Dolby Neuroscientist Calls Out Gender Bias in Science (Video)

Lab’s head scientist Poppy Crum removes potential barriers for female students

Dolby Laboratories head scientist Poppy Crum knows what it’s like to be the only woman in a roomful of men.

“It happens a lot,” she said on Wednesday at TheWrap’s Power Women Breakfast in San Francisco.

Crum recalled being at a scientific gathering in Geneva where she was among the only women in an auditorium of 250 men. “I do feel that when you don’t have a certain percentage of male-to-female balance, [bias] exists,” she said, noting ways prejudice unconsciously permeates workplace culture. “Nobody’s trying to have a bias — it just happens.”

The Dolby neuroscientist doubles as a professor at Stanford, where she employs a novel technique for recruiting female tech students.

“I don’t have any requirements,” she said of the coding class she teaches at the research university. Why? “Because if I did I’d never get any women.”
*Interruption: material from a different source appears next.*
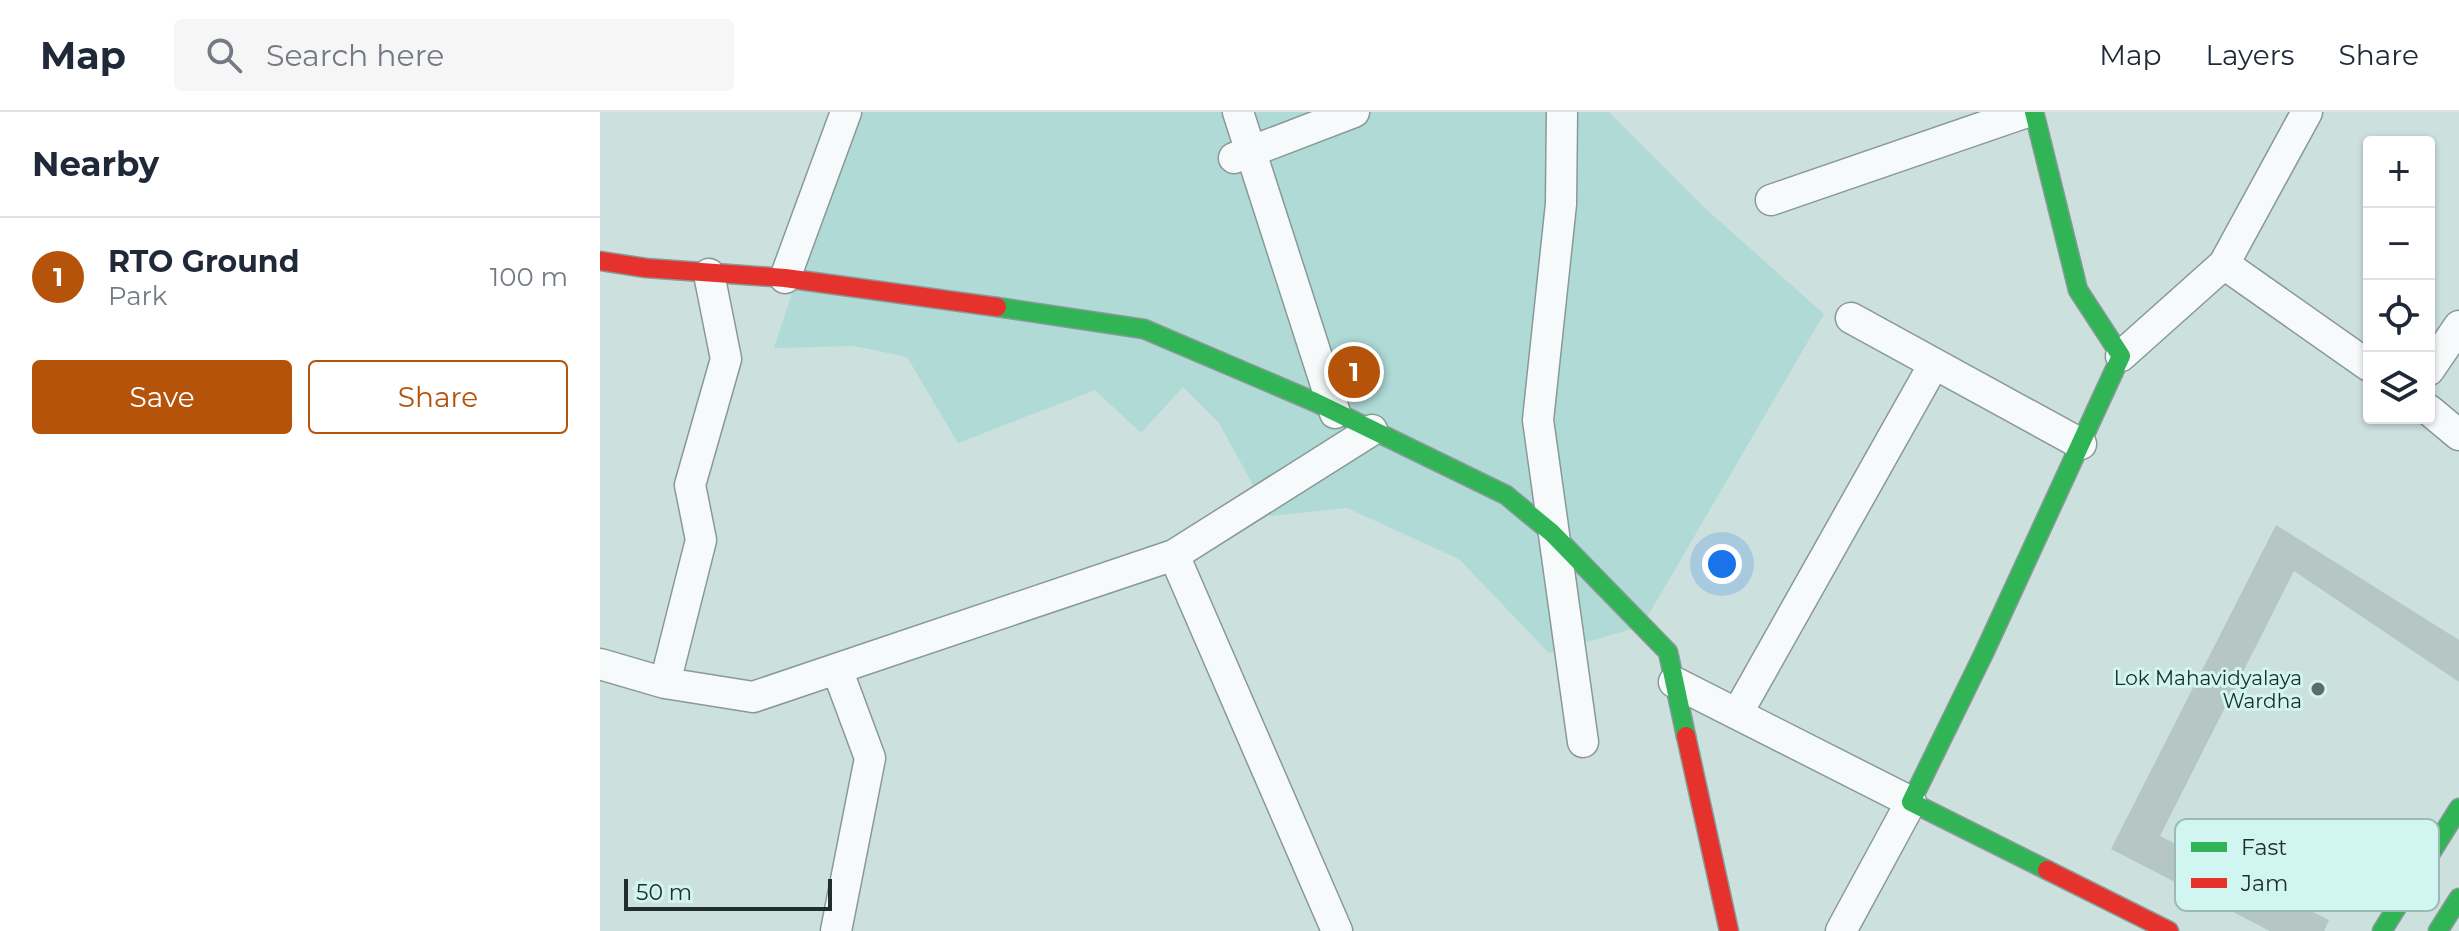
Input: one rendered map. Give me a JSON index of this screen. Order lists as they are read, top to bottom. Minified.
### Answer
{"places":["Lok Mahavidyalaya Wardha"],"legend":["Fast","Jam"],"scale_bar":"50 m","page":{"header":"Map","search":"Search here","nav":["Map","Layers","Share"],"heading":"Nearby","map_buttons":["+","−"],"list":[{"mark":"1","name":"RTO Ground","note":"Park","value":"100 m"}],"buttons":["Save","Share"],"pins":"1","scale":"50 m"}}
She explained why her female students are more readily discouraged from pursuing science and technology fields: “There is a different mindset … A lot of times it’s a mindset of, ‘I don’t already do that so I can’t do that.’”

By removing prerequisite requirements from her class, Crum believes she’s removing extra barriers of entry for women.
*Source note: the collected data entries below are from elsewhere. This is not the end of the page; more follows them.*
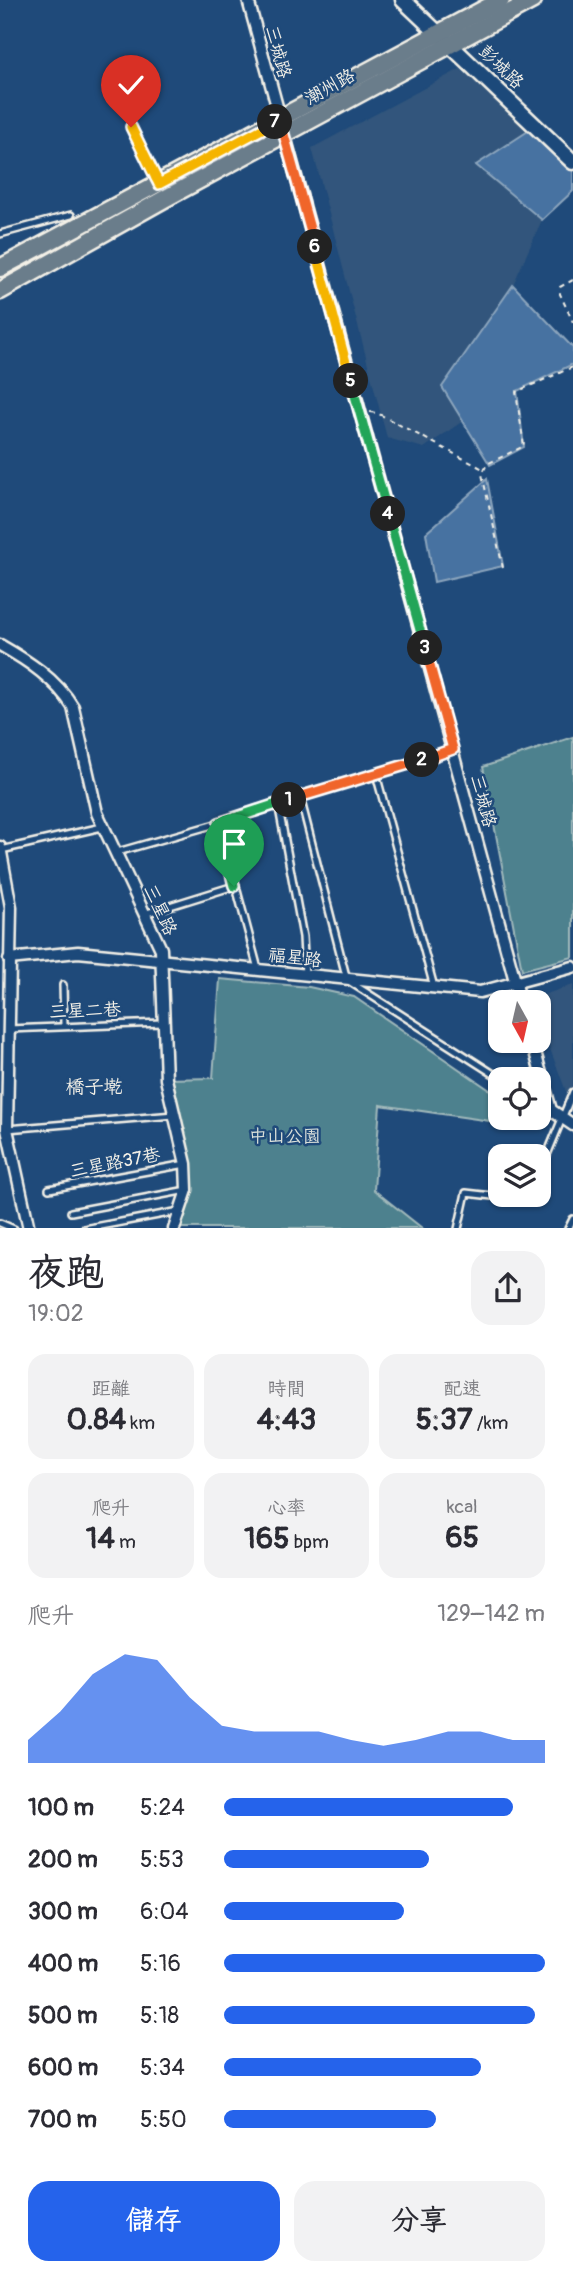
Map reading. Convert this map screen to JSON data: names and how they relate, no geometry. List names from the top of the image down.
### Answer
{
  "streets": {
    "main road": ["潮州路"],
    "street": [
      "三城路",
      "彭城路",
      "三星路",
      "福星路"
    ],
    "lane": ["三星二巷", "三星路37巷"]
  },
  "crossings": [
    ["三城路", "潮州路"],
    ["三城路", "福星路"],
    ["彭城路", "潮州路"],
    ["三星路", "福星路"],
    ["三星路", "三星二巷"],
    ["三星路", "三星路37巷"]
  ],
  "districts": ["橋子墘"],
  "parks": ["中山公園"],
  "north": "bottom",
  "page": {
    "pins": [
      "7",
      "6",
      "5",
      "4",
      "3",
      "2",
      "1"
    ],
    "heading": ["夜跑", "19:02"],
    "stats": [
      ["距離", "0.84 km"],
      ["時間", "4:43"],
      ["配速", "5:37 /km"],
      ["爬升", "14 m"],
      ["心率", "165 bpm"],
      ["kcal", "65"]
    ],
    "chart": ["爬升", "129–142 m"],
    "list": [
      {
        "name": "100 m",
        "note": "5:24"
      },
      {
        "name": "200 m",
        "note": "5:53"
      },
      {
        "name": "300 m",
        "note": "6:04"
      },
      {
        "name": "400 m",
        "note": "5:16"
      },
      {
        "name": "500 m",
        "note": "5:18"
      },
      {
        "name": "600 m",
        "note": "5:34"
      },
      {
        "name": "700 m",
        "note": "5:50"
      }
    ],
    "buttons": ["儲存", "分享"]
  }
}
Crum closed with some advise: “Don’t define yourself for what you did in the past. Define yourself for what you want to do in the future.”

She also shared observations about her research in brain science and how it relates to immersive audio and visual technology she’s developing for Dolby.

Her job, as she described it, is “thinking about deep science that hasn’t been solved,” which includes developing thermal imaging that the retina interprets as real fire. “I put people in front of it and see their bodies reacting,” she described. “That’s immersive technology.”